> **Source data**:
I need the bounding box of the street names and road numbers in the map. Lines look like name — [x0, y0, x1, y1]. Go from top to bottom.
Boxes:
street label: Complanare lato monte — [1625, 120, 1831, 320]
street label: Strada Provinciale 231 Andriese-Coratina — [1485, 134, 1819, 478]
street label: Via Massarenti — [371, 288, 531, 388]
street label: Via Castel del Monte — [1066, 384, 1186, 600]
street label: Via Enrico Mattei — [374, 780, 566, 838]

> **Your assignment**: Look at the entries above. Then set all of them down again exactly.

> **Solution below**:
I need the bounding box of the street names and road numbers in the map. Lines look like name — [x0, y0, x1, y1]. Go from top to bottom.
Boxes:
street label: Complanare lato monte — [1625, 120, 1831, 320]
street label: Strada Provinciale 231 Andriese-Coratina — [1485, 134, 1819, 478]
street label: Via Massarenti — [371, 288, 531, 388]
street label: Via Castel del Monte — [1066, 384, 1186, 600]
street label: Via Enrico Mattei — [374, 780, 566, 838]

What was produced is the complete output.